Acron, Helenius (fl. second century c. e.) Roman author, whose main works included commentaries on Horace and Persius



Acron’s scholarship concerning other works, such as Terence’s Adelphi and Porphyrion, is now doubted. Little is known of his life.



Acta The laws and decrees enacted by the emperors of Rome. Under the Republic, elected officials swore to uphold the laws of the land. During the empire, this oath was extended to include as well the decrees, or acta, of the emperors. Each new emperor took an oath to uphold the acta. In many eras, however, these decrees or acta were limited only to those promulgated by Augustus in his time (the decrees of more recent emperors, especially in chaotic periods of the empire, were considered suspect or not worthy of notice). It was the decision of each new emperor whether to swear to uphold the decrees of his immediate predecessor or not. The senate possessed the right to rescind decrees of a deceased emperor or to ratify the acta of emperors still living (as they did with Augustus in 29 b. c.e.).



Acta were considered important because of the ramifications involved in precedents and posterity. Tiberius, for example, refused to allow the senate to vote oaths to him when he came to the throne, as his monstrous deeds would then be enshrined in the perpetual machinery of the acta. CLAUDIUS, meanwhile, made everyone swear to uphold the acta of Augustus but, like Tiberius, did not insist upon their taking oaths to him and his personal decrees.



Acta diurna A journal instituted by Julius caesar that recounted the great events of Rome, much like a modern newspaper, displayed on a whitened board (album) daily. This history was widely read and was used by Roman historians attempting to recreate the events of earlier eras. Tacitus mentions the acta diurna in his Annals.



Acta Senatus The official records of the proceedings and deeds of the Roman senate. The records were of interest to various historians, including tacitus, who used them to put together many of his own books, along with the information available in the ACTA DIURNA.



The record was useful not only in making an account of events and speeches in the senate, but it also singled out the friends and enemies of an emperor and his lieutenants. Men such as sejanus used the acta Senatus to keep a close watch on the senate and its deliberations, courtesy of its own account of itself.
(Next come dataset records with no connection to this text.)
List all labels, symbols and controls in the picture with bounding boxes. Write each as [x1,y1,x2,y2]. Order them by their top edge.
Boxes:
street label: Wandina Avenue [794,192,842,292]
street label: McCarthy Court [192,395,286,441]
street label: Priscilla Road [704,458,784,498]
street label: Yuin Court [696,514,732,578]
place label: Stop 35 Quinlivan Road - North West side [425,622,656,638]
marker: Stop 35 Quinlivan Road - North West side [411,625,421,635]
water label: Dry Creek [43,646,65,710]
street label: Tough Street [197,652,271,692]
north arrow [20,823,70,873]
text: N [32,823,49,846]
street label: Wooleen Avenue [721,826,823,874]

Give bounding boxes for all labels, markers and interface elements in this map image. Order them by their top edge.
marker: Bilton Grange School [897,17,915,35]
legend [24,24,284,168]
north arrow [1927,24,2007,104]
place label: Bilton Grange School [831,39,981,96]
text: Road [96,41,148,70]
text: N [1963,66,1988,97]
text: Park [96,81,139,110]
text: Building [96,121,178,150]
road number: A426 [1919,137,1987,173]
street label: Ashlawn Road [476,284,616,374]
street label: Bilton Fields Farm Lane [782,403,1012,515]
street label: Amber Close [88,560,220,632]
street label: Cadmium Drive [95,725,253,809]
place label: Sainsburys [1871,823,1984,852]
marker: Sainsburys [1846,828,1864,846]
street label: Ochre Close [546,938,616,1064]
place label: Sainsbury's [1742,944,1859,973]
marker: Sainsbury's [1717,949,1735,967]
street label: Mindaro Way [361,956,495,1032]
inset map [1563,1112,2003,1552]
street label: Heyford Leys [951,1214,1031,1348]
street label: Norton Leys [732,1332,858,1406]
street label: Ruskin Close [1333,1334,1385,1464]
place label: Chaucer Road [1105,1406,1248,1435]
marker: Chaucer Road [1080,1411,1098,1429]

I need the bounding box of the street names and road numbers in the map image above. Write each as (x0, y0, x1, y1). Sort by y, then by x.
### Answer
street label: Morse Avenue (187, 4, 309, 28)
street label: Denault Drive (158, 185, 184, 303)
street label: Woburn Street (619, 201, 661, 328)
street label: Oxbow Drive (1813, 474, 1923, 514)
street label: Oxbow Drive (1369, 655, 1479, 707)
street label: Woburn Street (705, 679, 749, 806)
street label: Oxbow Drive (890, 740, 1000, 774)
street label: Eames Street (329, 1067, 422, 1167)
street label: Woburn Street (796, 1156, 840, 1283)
Acte, Claudia (d. after 69 c. e.) Freedwoman from Asia Minor who became the mistress of Emperor Nero



Serving as a freedwoman in the imperial household, Acte came to NERO’s attention in 55. seneca, the imperial tutor and adviser, sensed that this infatuation could wean Nero away from his dominant mother, Agrippina the younger, and fostered the relationship. The couple, attempting to be discreet, were shielded by various court followers. As was inevitable, Nero lost interest in Acte and took up another mistress. Acte remained devoted, however, appearing after Nero’s death to claim his body, which she placed in the family tomb of the Domitii in the pincian Hills. Acte seems to have amassed considerable wealth during her period of imperial favor.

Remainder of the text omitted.